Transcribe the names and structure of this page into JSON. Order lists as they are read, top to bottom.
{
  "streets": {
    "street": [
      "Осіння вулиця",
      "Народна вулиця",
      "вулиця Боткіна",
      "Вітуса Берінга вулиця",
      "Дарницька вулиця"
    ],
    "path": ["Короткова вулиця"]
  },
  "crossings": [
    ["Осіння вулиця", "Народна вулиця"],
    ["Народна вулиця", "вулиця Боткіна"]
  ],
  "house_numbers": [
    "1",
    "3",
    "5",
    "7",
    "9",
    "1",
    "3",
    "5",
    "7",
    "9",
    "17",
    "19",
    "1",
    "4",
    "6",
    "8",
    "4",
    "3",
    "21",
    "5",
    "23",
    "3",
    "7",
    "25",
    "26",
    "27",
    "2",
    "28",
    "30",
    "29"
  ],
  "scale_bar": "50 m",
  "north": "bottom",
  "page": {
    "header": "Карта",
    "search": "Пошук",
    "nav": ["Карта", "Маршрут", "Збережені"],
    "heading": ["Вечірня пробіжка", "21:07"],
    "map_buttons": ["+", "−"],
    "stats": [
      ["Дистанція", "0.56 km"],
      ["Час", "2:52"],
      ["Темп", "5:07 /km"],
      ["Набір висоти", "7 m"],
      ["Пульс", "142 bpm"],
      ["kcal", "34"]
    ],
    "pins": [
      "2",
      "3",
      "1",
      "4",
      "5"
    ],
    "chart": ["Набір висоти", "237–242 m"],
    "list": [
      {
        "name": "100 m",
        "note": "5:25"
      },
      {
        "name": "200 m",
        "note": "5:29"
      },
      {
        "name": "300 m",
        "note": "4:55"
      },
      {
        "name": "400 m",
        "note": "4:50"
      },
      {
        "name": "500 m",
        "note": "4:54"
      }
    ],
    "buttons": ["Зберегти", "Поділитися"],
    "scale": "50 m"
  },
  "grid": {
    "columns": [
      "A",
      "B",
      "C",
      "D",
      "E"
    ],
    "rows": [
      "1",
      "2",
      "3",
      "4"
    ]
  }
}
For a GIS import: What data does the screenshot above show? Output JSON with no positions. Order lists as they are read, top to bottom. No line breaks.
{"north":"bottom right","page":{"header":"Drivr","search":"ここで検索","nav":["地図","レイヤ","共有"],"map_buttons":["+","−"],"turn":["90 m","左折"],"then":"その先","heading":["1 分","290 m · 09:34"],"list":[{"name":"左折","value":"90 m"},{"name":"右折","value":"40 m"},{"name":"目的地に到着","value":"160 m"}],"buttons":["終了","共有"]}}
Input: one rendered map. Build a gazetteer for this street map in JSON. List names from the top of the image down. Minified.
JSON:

**WORK INSTRUCTIONS**
The answer consists of the whole listing, restated exactly.

**EXERCISE ANSWER**
Transcribe the names and structure of this page into JSON. Order lists as they are read, top to bottom.
{
  "streets": {
    "street": [
      "Осіння вулиця",
      "Народна вулиця",
      "вулиця Боткіна",
      "Вітуса Берінга вулиця",
      "Дарницька вулиця"
    ],
    "path": ["Короткова вулиця"]
  },
  "crossings": [
    ["Осіння вулиця", "Народна вулиця"],
    ["Народна вулиця", "вулиця Боткіна"]
  ],
  "house_numbers": [
    "1",
    "3",
    "5",
    "7",
    "9",
    "1",
    "3",
    "5",
    "7",
    "9",
    "17",
    "19",
    "1",
    "4",
    "6",
    "8",
    "4",
    "3",
    "21",
    "5",
    "23",
    "3",
    "7",
    "25",
    "26",
    "27",
    "2",
    "28",
    "30",
    "29"
  ],
  "scale_bar": "50 m",
  "north": "bottom",
  "page": {
    "header": "Карта",
    "search": "Пошук",
    "nav": ["Карта", "Маршрут", "Збережені"],
    "heading": ["Вечірня пробіжка", "21:07"],
    "map_buttons": ["+", "−"],
    "stats": [
      ["Дистанція", "0.56 km"],
      ["Час", "2:52"],
      ["Темп", "5:07 /km"],
      ["Набір висоти", "7 m"],
      ["Пульс", "142 bpm"],
      ["kcal", "34"]
    ],
    "pins": [
      "2",
      "3",
      "1",
      "4",
      "5"
    ],
    "chart": ["Набір висоти", "237–242 m"],
    "list": [
      {
        "name": "100 m",
        "note": "5:25"
      },
      {
        "name": "200 m",
        "note": "5:29"
      },
      {
        "name": "300 m",
        "note": "4:55"
      },
      {
        "name": "400 m",
        "note": "4:50"
      },
      {
        "name": "500 m",
        "note": "4:54"
      }
    ],
    "buttons": ["Зберегти", "Поділитися"],
    "scale": "50 m"
  },
  "grid": {
    "columns": [
      "A",
      "B",
      "C",
      "D",
      "E"
    ],
    "rows": [
      "1",
      "2",
      "3",
      "4"
    ]
  }
}
For a GIS import: What data does the screenshot above show? Output JSON with no positions. Order lists as they are read, top to bottom. No line breaks.
{"north":"bottom right","page":{"header":"Drivr","search":"ここで検索","nav":["地図","レイヤ","共有"],"map_buttons":["+","−"],"turn":["90 m","左折"],"then":"その先","heading":["1 分","290 m · 09:34"],"list":[{"name":"左折","value":"90 m"},{"name":"右折","value":"40 m"},{"name":"目的地に到着","value":"160 m"}],"buttons":["終了","共有"]}}
Input: one rendered map. Build a gazetteer for this street map in JSON. List names from the top of the image down. Minified.
JSON:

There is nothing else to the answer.